196. Avec son intuition spirituelle, sainte Thérèse de l’Enfant Jésus découvre qu’il existe une autre façon de s’offrir selon laquelle il n’est pas nécessaire de satisfaire la justice divine mais de permettre à l’amour infini du Seigneur de se répandre sans entrave : « Ô mon Dieu, votre amour méprisé va-t-il rester en votre Cœur ? Il me semble que si vous trouviez des âmes s’offrant en Victimes d’holocauste à votre Amour, vous les consumeriez rapidement, il me semble que vous seriez heureux de ne point comprimer les flots d’infinie tendresse qui sont en vous ». [211]
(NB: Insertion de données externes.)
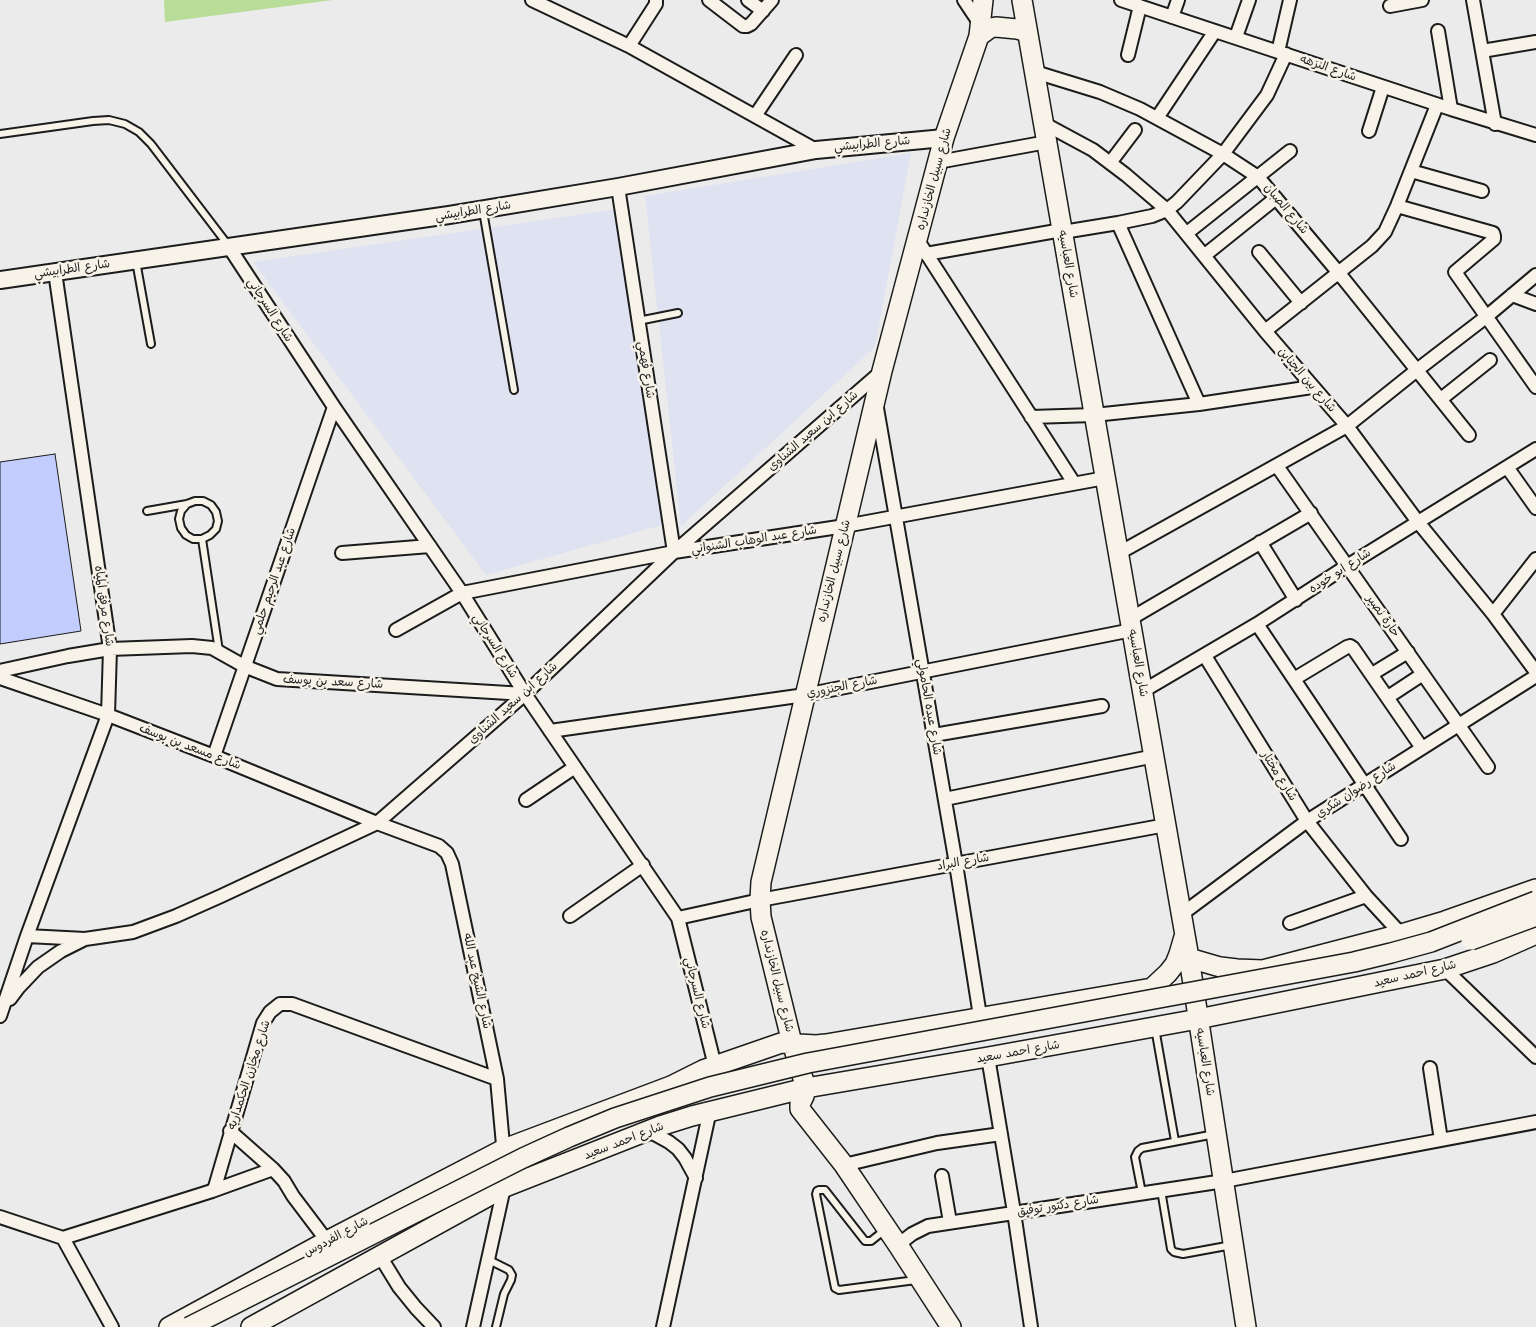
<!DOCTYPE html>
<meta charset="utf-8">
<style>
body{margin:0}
canvas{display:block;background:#ecebec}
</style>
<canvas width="1536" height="1327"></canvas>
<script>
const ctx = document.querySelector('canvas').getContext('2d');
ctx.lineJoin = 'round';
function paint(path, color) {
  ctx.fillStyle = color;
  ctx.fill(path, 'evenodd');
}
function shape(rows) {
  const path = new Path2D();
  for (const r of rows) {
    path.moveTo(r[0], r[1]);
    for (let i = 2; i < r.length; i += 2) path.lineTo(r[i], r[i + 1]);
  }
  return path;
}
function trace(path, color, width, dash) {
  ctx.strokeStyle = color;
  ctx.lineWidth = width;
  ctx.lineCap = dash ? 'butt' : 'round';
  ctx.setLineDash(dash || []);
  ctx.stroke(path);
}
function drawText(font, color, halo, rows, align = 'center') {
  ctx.font = font + ' "Playpen Sans","Playpen Sans Arabic",sans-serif';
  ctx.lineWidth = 5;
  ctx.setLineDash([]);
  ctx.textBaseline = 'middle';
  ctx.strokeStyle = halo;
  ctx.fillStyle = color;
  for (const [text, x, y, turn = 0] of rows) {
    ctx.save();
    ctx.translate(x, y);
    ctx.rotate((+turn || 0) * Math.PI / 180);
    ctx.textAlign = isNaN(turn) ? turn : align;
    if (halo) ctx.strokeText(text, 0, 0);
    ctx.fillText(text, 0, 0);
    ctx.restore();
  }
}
const built = shape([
 [911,153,875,347,681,526,645,196],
 [618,209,662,525,486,575,253,262]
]);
const green = shape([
 [164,0,333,0,165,22]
]);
const building = shape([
 [55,454,81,631,0,644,0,462,55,454]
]);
const service = shape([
 [0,134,93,121,109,120,125,124,139,132,151,144,228,245],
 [483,211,514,390],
 [136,261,151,344],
 [638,321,678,313],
 [147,511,187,504,195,501,203,501,211,505,216,512,218,521,216,529,210,535,202,539,193,539,186,535,181,528,179,519,181,511,187,504],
 [202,539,219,651],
 [1155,1028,1175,1141],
 [1161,1190,1171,1249,1174,1252,1183,1254,1232,1245],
 [1142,1193,1135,1157,1138,1151,1142,1148,1215,1134],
 [886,1229,871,1241,865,1241,825,1190,819,1190,817,1191,816,1194,835,1288,839,1290,916,1280],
 [489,1260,509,1270,512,1275,511,1280,504,1294,496,1327]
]);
const minor = shape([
 [532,0,629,46,816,150],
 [709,0,743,26,747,26,751,24,772,0],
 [748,0,763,11],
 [964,0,980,24],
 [1121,0,1451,109,1536,135],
 [1473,0,1495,124],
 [1390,6,1422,0],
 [1172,17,1178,0],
 [1438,31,1451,109],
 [1236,37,1249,0],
 [629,46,656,4,656,0],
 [1482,51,1536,42],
 [1278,52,1290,0],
 [1128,55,1140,6],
 [1035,72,1100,92,1140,109,1223,154,1258,177,1338,272,1469,435],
 [755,116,796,55],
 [1157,118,1215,31],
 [1043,123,1093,150,1126,175,1167,210,1265,331,1347,426,1418,522,1493,614,1536,672],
 [1369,131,1383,87],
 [938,162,1047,142],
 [1110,163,1135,130],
 [1411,171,1482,191],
 [618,187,674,552],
 [1397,206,1493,233,1494,236,1494,239,1455,272,1536,387],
 [1118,223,1199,404],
 [1063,232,1118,223,1152,216,1167,210,1177,202,1223,154,1267,95,1286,54],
 [1187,233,1290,151],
 [917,239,1074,483],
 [229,247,334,407,462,593,525,694,678,918,715,1066],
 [1259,252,1301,303],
 [926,254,1062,230],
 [1205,255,1276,198],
 [1512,295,1536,304],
 [1265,331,1372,246,1385,232,1397,206,1437,105],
 [1441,399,1490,360],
 [877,408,956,864,980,1016],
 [1031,417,1094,415,1199,404,1312,387],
 [1277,466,1488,767],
 [1507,467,1536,508],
 [1260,542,1296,600],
 [342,553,430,546],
 [1119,553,1347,426,1417,370,1486,317,1536,275],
 [1493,614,1536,559],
 [1130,619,1311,513],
 [1257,624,1401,839],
 [396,630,462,593,674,552,845,526,1105,478],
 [1205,656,1307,821,1366,896,1401,934],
 [0,671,68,656,110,649,192,646,212,648,244,666,277,679,525,694],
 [1372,674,1408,652],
 [0,678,108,715,214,756,377,823,439,846,447,853,452,864,497,1079,504,1156],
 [1294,679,1347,647,1350,646,1353,648,1422,748],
 [1143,691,1257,624,1347,566,1536,449],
 [1388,697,1423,674],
 [550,731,805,695,1132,630],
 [934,735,1102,706],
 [214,756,334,407],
 [945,799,1145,758],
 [526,800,575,767],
 [1182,914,1307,821,1536,676],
 [570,916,643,865],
 [678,918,760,900,1166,825],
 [1290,923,1366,896],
 [27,936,85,939,133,932,176,916,221,896,377,823,525,694,674,552,882,371],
 [1445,969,1536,1057],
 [10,999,19,987,38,967,61,951,83,940],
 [0,1016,27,936,108,715,110,649,55,272],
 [988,1057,1014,1212,1031,1327],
 [1430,1068,1441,1140],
 [230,1131,273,1169,284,1181,293,1196,327,1241],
 [649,1131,669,1142,678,1149,685,1158,696,1178],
 [844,1165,937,1143,1001,1134],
 [942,1176,950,1222],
 [212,1191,273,1169],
 [0,1217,63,1238],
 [63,1238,212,1191,215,1187,263,1023,270,1012,280,1004,292,1004,497,1079],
 [63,1238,112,1327],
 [898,1245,912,1234,928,1226,1224,1181,1536,1122],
 [380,1256,399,1287,416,1308,434,1327],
 [473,1327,505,1183],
 [663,1327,710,1110]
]);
const tertiary = shape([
 [0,280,449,215,618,187,816,150,944,138]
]);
const secondary = shape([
 [1022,0,1189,958,1246,1327],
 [979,36,990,28,996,27,1017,29,1027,32],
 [1189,958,1220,967,1237,969,1263,970,1401,934,1445,921,1536,889],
 [169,1327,327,1241,504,1149,671,1086,703,1070,781,1043,816,1045,826,1044,1152,988,1168,973,1175,964,1179,954,1184,937],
 [251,1327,505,1187,660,1126,692,1116,806,1088,988,1057,1198,1019,1445,969,1493,953,1536,934],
 [951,1327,898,1245,844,1165,800,1109,800,1104,804,1096,806,1088,792,1043,761,917,760,900,761,882,882,371,944,138,979,36,983,0]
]);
const secondaryBridge = shape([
 [1471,940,1536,916],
 [189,1327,523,1158,569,1137,615,1118,710,1087,808,1063,1354,962,1391,953,1431,942,1536,901]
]);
const streetNames = [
 ["شارع النزهه",1328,68,19],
 ["شارع الطرابيشي",872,144,-5],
 ["شارع سبيل الخازنداره",934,179,-75],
 ["شارع الصبان",1286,209,50],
 ["شارع الطرابيشي",473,211,-9],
 ["شارع العباسيه",1068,264,80],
 ["شارع الطرابيشي",72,269,-8],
 ["شارع السرجاني",270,310,57],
 ["شارع فهمي",646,370,81],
 ["شارع بين الجناين",1307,380,49],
 ["شارع ابن سعيد الشناوى",813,431,-41],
 ["شارع عبد الوهاب الشنواني",754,540,-9],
 ["شارع سبيل الخازنداره",834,571,-76],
 ["شارع ابو خوده",1340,571,-33],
 ["شارع عبد الرحيم حلمي",274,581,-71],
 ["شارع مرفق المياه",104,606,82],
 ["حارة نصير",1383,616,55],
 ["شارع السرجاني",495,646,58],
 ["شارع العباسيه",1138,663,80],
 ["شارع سعد بن يوسف",333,682,3],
 ["شارع الجنزوري",842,687,-11],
 ["شارع ابن سعيد الشناوى",513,703,-42],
 ["شارع عبده الحامولي",929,707,80],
 ["شارع مسعد بن يوسف",190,747,21],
 ["شارع مختار",1279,776,58],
 ["شارع رضوان شكري",1356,790,-33],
 ["شارع البراد",963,862,-10],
 ["شارع احمد سعيد",1415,974,-13],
 ["شارع الشيخ عبد الله",477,981,78],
 ["شارع سبيل الخازنداره",777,981,76],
 ["شارع السرجاني",697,993,76],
 ["شارع احمد سعيد",1018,1052,-10],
 ["شارع العباسيه",1205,1062,81],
 ["شارع مخازن الحكمداريه",249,1075,-72],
 ["شارع احمد سعيد",624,1141,-21],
 ["شارع دكتور توفيق",1058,1206,-9],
 ["شارع الفردوس",336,1237,-28]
];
paint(built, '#dfe2f1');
paint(green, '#b7dd98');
paint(building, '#c2cdfe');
trace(building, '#1c1c1c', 1);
trace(service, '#1c1c1c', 10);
trace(minor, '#1c1c1c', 16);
trace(tertiary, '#1c1c1c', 20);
trace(secondary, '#1c1c1c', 22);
trace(service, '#f7f3e8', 6);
trace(minor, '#f7f3e8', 12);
trace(tertiary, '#f7f3e8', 16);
trace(secondary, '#f7f3e8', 19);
trace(secondaryBridge, '#1c1c1c', 22, []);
trace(secondaryBridge, '#f7f3e8', 19);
drawText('12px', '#1c1c1c', '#f7f3e8', streetNames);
</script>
197. Il n’y a rien à ajouter à l’unique sacrifice rédempteur du Christ, mais il est vrai que le refus de notre liberté ne permet pas au Cœur du Christ de répandre ses « flots de tendresse infinie » dans le monde. Et cela parce que le Seigneur lui-même veut respecter cette possibilité. Cela troublait sainte Thérèse de l’Enfant Jésus plus que la justice divine car, pour elle, la justice ne peut se comprendre qu’à la lumière de l’amour. Nous avons vu qu’elle adorait toutes les perfections divines au travers de la miséricorde, et qu’elle les voyait ainsi transfigurées, rayonnantes d’amour. Elle disait : « La Justice même (et peut-être encore plus que toute autre) me semble revêtue d’amour ». [212]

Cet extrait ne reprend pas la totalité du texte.